What is needed
The required answer is each line in the entries below where "canvas" occurs.

Records provided
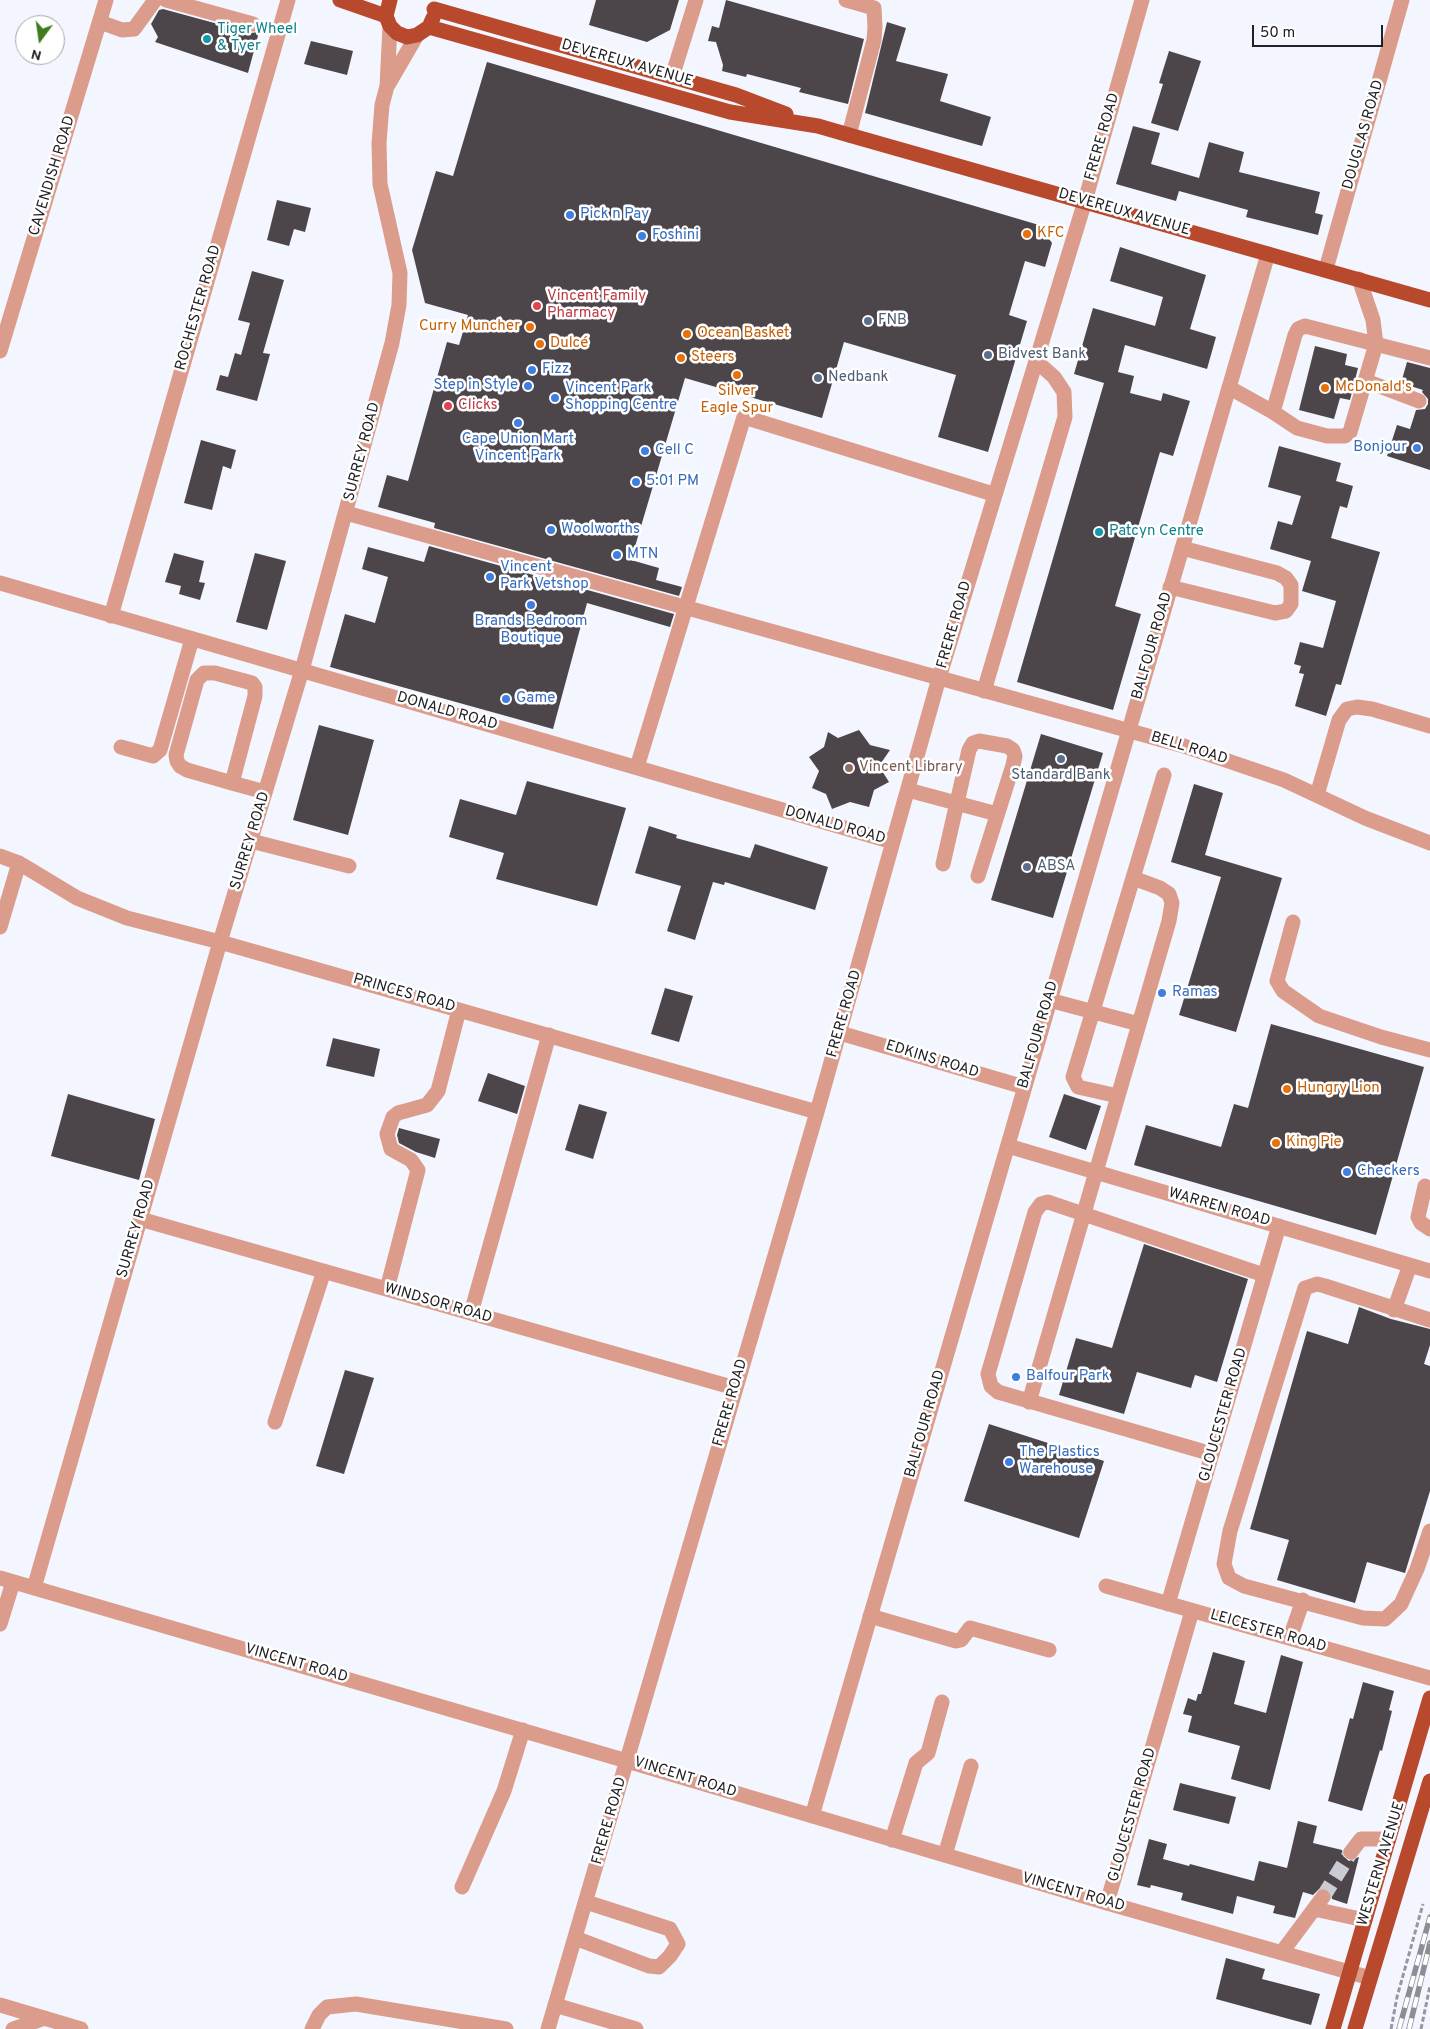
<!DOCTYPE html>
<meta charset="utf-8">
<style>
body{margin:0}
#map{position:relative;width:1430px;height:2029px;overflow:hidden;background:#f4f6ff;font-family:Overpass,sans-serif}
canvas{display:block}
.north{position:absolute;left:15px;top:15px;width:50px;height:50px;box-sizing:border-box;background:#fff;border:1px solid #a6a6a7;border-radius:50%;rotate:194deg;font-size:14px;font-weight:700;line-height:20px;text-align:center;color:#202124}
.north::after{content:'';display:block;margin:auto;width:18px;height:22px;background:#3e7d1c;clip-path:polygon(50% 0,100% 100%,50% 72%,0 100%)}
.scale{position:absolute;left:1252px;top:25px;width:131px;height:22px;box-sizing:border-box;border:2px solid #202124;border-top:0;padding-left:6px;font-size:15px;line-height:18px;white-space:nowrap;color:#202124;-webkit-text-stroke:4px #fff;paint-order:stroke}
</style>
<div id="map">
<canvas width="1430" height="2029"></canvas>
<div class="north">N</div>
<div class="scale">50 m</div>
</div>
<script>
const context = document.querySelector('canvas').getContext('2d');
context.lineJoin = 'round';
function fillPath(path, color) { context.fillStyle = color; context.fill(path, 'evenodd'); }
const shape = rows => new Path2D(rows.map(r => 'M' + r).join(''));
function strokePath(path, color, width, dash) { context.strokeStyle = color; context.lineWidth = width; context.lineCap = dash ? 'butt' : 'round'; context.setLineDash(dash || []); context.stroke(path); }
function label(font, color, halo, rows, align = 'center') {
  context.font = font + ' Overpass,sans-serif'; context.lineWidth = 5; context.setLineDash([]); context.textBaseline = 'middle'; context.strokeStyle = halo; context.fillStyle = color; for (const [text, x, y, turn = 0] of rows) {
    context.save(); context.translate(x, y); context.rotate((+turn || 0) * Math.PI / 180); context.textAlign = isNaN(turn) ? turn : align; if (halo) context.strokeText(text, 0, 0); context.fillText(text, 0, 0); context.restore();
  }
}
fillPath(shape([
 [596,0,679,0,670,30,647,42,589,25],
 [726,0,864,39,848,104,799,92,801,88,747,74,746,77,722,71,723,65,716,42,708,41,712,26,719,28],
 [163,9,251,33,259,32,248,73,155,42,158,37,151,24,159,10],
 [887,22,906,28,896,61,948,74,940,101,991,117,982,146,865,113],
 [311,41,353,51,347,75,304,64],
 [1169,51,1201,61,1178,131,1151,123,1163,84,1159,83],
 [487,62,1039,225,1052,243,1045,267,1025,261,1009,315,1027,321,988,452,938,437,956,375,844,342,822,418,685,378,631,560,659,568,656,580,682,587,679,596,434,528,435,523,378,507,387,475,408,481,447,342,459,345,468,315,425,303,412,250,436,171,453,176],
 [1133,126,1160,133,1151,164,1199,178,1209,142,1244,152,1239,172,1320,192,1315,213,1323,215,1318,235,1246,217,1248,210,1179,191,1176,201,1116,184],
 [277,200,311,208,305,232,294,229,289,246,267,240],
 [1120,247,1206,275,1190,329,1216,337,1207,369,1125,345,1118,372,1134,376,1130,393,1161,401,1163,393,1190,401,1173,456,1160,452,1115,606,1141,614,1113,710,1017,682,1104,383,1074,374,1093,308,1155,326,1163,297,1110,281],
 [252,271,284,280,263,353,270,354,257,401,216,390,220,375,228,377,235,353,241,355,250,323,238,320],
 [1315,346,1347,354,1345,365,1358,368,1350,400,1340,398,1334,419,1299,410],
 [1407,362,1430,368,1430,470,1387,456,1397,425,1410,429,1416,410,1425,409,1428,404,1428,399,1422,392,1423,390,1401,383],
 [201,440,236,450,231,469,223,466,212,510,184,503],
 [1279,446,1341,463,1336,481,1353,486,1347,508,1340,506,1331,538,1380,552,1341,685,1336,684,1326,716,1295,706,1304,674,1299,673,1301,666,1294,664,1300,642,1323,648,1336,601,1302,591,1311,561,1270,549,1278,521,1292,525,1301,496,1268,487],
 [429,546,674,614,670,627,587,603,553,729,330,667,345,614,375,623,388,577,362,569,368,547,424,562],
 [174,553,204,561,199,582,205,583,200,600,179,594,181,586,165,582],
 [255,553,286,561,267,630,236,622],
 [319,725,374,740,348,835,293,820],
 [859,730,870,745,890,750,879,766,889,782,874,790,869,807,850,802,832,809,826,794,812,788,819,771,809,757,824,747,828,732,838,738],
 [1041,734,1103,753,1053,918,991,900],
 [527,781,626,808,597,906,496,879,504,853,449,837,460,799,516,815],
 [1194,784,1223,793,1205,855,1282,878,1236,1032,1179,1015,1221,877,1171,862],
 [649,826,677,835,676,838,750,858,755,844,828,867,815,910,725,882,724,885,713,882,695,940,667,931,681,886,635,873],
 [665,988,693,996,679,1042,651,1034],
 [1271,1024,1424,1067,1376,1235,1134,1165,1146,1125,1221,1147,1234,1104,1248,1108],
 [333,1038,380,1049,374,1077,326,1066],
 [488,1073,525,1086,517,1114,478,1101],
 [68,1094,155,1119,139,1180,51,1156],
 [1064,1094,1101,1106,1086,1150,1049,1137],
 [579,1104,607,1112,593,1159,565,1150],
 [399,1128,440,1139,435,1158,416,1152,399,1143,397,1135],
 [1144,1244,1248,1279,1217,1382,1195,1375,1191,1388,1137,1372,1124,1414,1059,1395,1076,1338,1112,1348],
 [1359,1307,1391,1319,1430,1329,1430,1345,1424,1364,1430,1366,1430,1491,1405,1573,1367,1562,1355,1603,1277,1580,1289,1540,1250,1529,1307,1331,1348,1344],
 [345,1370,374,1378,344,1474,316,1466],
 [989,1424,1104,1461,1079,1538,964,1501],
 [1213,1652,1245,1661,1234,1704,1266,1713,1281,1655,1303,1662,1270,1790,1231,1779,1240,1746,1188,1732,1192,1716,1183,1714,1188,1698,1196,1701,1198,1694,1201,1694],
 [1363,1682,1394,1691,1389,1710,1392,1711,1382,1751,1380,1750,1362,1811,1328,1801,1350,1718,1353,1719],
 [1180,1783,1236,1797,1229,1824,1173,1810],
 [1298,1821,1317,1826,1313,1843,1342,1850,1343,1856,1349,1861,1359,1857,1347,1904,1332,1899,1331,1893,1324,1888,1319,1889,1313,1895,1303,1892,1295,1918,1273,1913,1275,1906,1237,1896,1233,1914,1181,1900,1183,1893,1151,1885,1150,1888,1137,1885,1149,1839,1167,1844,1163,1859,1189,1866,1190,1864,1254,1881,1259,1861,1287,1868],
 [1226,1958,1265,1969,1262,1979,1320,1994,1311,2025,1216,1999]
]), '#4c464b');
strokePath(shape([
 [1323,1897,1351,1852]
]), '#cacbd3', 15, [15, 8]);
strokePath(shape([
 [1391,2029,1397,1997,1423,1904],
 [1421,2029,1430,1986]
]), '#96989e', 3, [5, 2.5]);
strokePath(shape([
 [166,0,253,24],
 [846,0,874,8,875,27,874,40,849,135],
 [100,22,122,30,134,29,155,0],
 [672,77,696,0],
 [388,85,417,35],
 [1326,269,1402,0],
 [0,351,106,0],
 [1366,381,1419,401],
 [1230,388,1273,412,1297,428,1327,436,1345,436,1350,432,1376,344,1373,320,1359,279],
 [1273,412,1295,335,1298,329,1305,326,1430,358],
 [346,513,1184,746,1284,780,1365,818,1430,843],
 [0,583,893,842],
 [1170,587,1275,613,1286,611,1291,604,1291,585,1286,578,1277,573,1182,548],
 [111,616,288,0],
 [984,691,1065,417,1064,392,1054,377,1036,361],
 [121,747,153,756,160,750,192,639],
 [637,767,744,417,993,494],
 [232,783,255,696,255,687,252,683,215,673,204,673,197,680,176,755,177,761,180,766,187,770,232,783,265,792],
 [908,790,997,814],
 [1317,795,1339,720,1347,709,1357,707,1372,709,1430,726],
 [251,841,349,866],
 [0,856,19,863,77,898,127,918,220,942,817,1112],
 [943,864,969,750,973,743,979,741,1007,746,1013,750,1015,756,1013,765,978,876],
 [1293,922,1277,981,1283,991,1319,1016,1381,1037,1430,1050],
 [0,927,19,863],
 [1049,1000,1139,1024],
 [840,1033,1024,1087],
 [1118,1096,1078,1087,1073,1077,1164,775],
 [1008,1146,1430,1271],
 [1425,1186,1418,1217,1421,1223,1430,1229],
 [140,1219,735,1388],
 [387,1289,418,1170,411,1160,391,1149,387,1134,393,1117,398,1113,427,1105,438,1091,459,1010],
 [1394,1310,1410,1265],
 [471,1313,549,1035],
 [1430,1320,1325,1286,1317,1284,1305,1288,1230,1531,1224,1564,1229,1578,1244,1586,1363,1618,1385,1619,1401,1604,1417,1569,1430,1531],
 [1029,1402,1169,921,1172,903,1169,894,1160,888,1133,878],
 [275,1422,324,1271],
 [1212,1454,998,1392,991,1386,988,1374,1035,1212,1041,1204,1048,1202,1264,1275],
 [0,1578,627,1761,1107,1903,1370,1978],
 [1106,1586,1430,1678],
 [34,1588,220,942,302,670,392,343,399,305,400,273,380,184,379,143,382,105,387,86,390,26],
 [1168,1604,1279,1226],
 [870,1616,956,1641,961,1640,970,1628,1049,1650],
 [0,1624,13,1582],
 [1290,1638,1303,1600],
 [812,1816,1268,254],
 [892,1840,916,1763,928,1753,942,1702],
 [1351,1852,1361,1839,1389,1839],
 [945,1855,971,1766],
 [462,1887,504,1791,523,1730],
 [1107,1903,1192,1611],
 [1314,1909,1365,1920],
 [575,1938,649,1966,659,1967,670,1956,678,1944,670,1929,586,1902],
 [1282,1952,1323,1897],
 [0,2005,81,2029],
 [555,2005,636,2029],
 [13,2029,45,2018],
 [312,2029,319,2015,327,2007,356,2004,506,2029],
 [548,2029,817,1112,939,678,1085,201,1142,0]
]), '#db9c8b', 15);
strokePath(shape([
 [340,0,386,16],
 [390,0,386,16,390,26,397,33,407,37,417,35,429,27,433,18],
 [434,9,736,95,786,114],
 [429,27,730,112,818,126,849,135,1430,300],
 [1333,2029,1430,1698],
 [1355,2029,1430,1781]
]), '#b8492c', 15);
const rail = shape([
 [1399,2029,1430,1917],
 [1409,2029,1430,1943]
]);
strokePath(rail, '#8c8e94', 5.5);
strokePath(rail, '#fff', 4, [11]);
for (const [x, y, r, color] of [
 [207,39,5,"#0f9aa8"],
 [570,215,5,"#3f7fe0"],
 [1027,234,5,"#e8710a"],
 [642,236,5,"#3f7fe0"],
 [537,306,5,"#e0444e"],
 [868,321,5,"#5c6f8a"],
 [530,327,5,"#e8710a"],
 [687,334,5,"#e8710a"],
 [540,344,5,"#e8710a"],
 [988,355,5,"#5c6f8a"],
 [681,358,5,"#e8710a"],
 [532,370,5,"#3f7fe0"],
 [737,375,5,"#e8710a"],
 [818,378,5,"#5c6f8a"],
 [528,386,5,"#3f7fe0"],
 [1325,388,5,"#e8710a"],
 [555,398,5,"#3f7fe0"],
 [448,406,5,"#e0444e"],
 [518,423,5,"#3f7fe0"],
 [1417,448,5,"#3f7fe0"],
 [645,451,5,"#3f7fe0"],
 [636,482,5,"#3f7fe0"],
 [551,530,5,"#3f7fe0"],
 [1099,532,5,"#0f9aa8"],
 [617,555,5,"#3f7fe0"],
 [490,577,5,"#3f7fe0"],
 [531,605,5,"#3f7fe0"],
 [506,699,5,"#3f7fe0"],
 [1061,759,5,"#5c6f8a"],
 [849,768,5,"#8d6e63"],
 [1027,867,5,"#5c6f8a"],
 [1162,993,5,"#3f7fe0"],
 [1287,1089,5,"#e8710a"],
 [1276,1143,5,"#e8710a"],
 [1347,1172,5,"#3f7fe0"],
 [1016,1377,5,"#3f7fe0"],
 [1009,1462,5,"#3f7fe0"]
]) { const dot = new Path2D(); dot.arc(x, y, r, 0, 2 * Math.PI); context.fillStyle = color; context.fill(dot); strokePath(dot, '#fff', 2); }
label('15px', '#0d838f', '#fff', [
 ["Tiger Wheel",217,30],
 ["& Tyer",217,47],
 ["Patcyn Centre",1109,532]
], 'left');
label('15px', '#202124', '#fff', [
 ["DEVEREUX AVENUE",627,64,16],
 ["DOUGLAS ROAD",1364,135,-74],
 ["FRERE ROAD",1103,137,-74],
 ["CAVENDISH ROAD",53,176,-73],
 ["DEVEREUX AVENUE",1124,213,16],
 ["ROCHESTER ROAD",199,308,-74],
 ["SURREY ROAD",363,452,-75],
 ["FRERE ROAD",955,625,-74],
 ["BALFOUR ROAD",1153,646,-74],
 ["DONALD ROAD",447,712,16],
 ["BELL ROAD",1189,749,17],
 ["DONALD ROAD",835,826,16],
 ["SURREY ROAD",251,841,-73],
 ["PRINCES ROAD",404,994,16],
 ["FRERE ROAD",845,1014,-74],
 ["BALFOUR ROAD",1039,1035,-74],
 ["EDKINS ROAD",932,1060,17],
 ["WARREN ROAD",1219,1208,16],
 ["SURREY ROAD",137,1229,-74],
 ["WINDSOR ROAD",438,1304,16],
 ["FRERE ROAD",731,1403,-74],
 ["GLOUCESTER ROAD",1224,1415,-74],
 ["BALFOUR ROAD",926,1424,-74],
 ["LEICESTER ROAD",1268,1632,16],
 ["VINCENT ROAD",296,1664,16],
 ["VINCENT ROAD",685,1778,17],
 ["GLOUCESTER ROAD",1133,1815,-74],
 ["FRERE ROAD",610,1821,-74],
 ["WESTERN AVENUE",1382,1864,-73],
 ["VINCENT ROAD",1073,1893,16]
]);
label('15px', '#366cbe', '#fff', [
 ["Pick n Pay",580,215],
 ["Foshini",652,236],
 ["Fizz",542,370],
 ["Step in Style",518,386,"right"],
 ["Vincent Park",565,389],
 ["Shopping Centre",565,406],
 ["Cape Union Mart",518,440,"center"],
 ["Vincent Park",518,457,"center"],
 ["Bonjour",1407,448,"right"],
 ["Cell C",655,451],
 ["5:01 PM",646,482],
 ["Woolworths",561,530],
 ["MTN",627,555],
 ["Vincent",500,568],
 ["Park Vetshop",500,585],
 ["Brands Bedroom",531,622,"center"],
 ["Boutique",531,639,"center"],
 ["Game",516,699],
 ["Ramas",1172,993],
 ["Checkers",1357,1172],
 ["Balfour Park",1026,1377],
 ["The Plastics",1019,1453],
 ["Warehouse",1019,1470]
], 'left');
label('15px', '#c56008', '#fff', [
 ["KFC",1037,234],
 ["Curry Muncher",520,327,"right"],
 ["Ocean Basket",697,334],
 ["Dulcé",550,344],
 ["Steers",691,358],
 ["McDonald's",1335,388],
 ["Silver",737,392,"center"],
 ["Eagle Spur",737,409,"center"],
 ["Hungry Lion",1297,1089],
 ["King Pie",1286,1143]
], 'left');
label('15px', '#be3a42', '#fff', [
 ["Vincent Family",547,297],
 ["Pharmacy",547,314],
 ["Clicks",458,406]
], 'left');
label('15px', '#4e5e75', '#fff', [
 ["FNB",878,321],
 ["Bidvest Bank",998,355],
 ["Nedbank",828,378],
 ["Standard Bank",1061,776,"center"],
 ["ABSA",1037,867]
], 'left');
label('15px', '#785e54', '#fff', [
 ["Vincent Library",859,768]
], 'left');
</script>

Exercise result
canvas{display:block}
<canvas width="1430" height="2029"></canvas>
const context = document.querySelector('canvas').getContext('2d');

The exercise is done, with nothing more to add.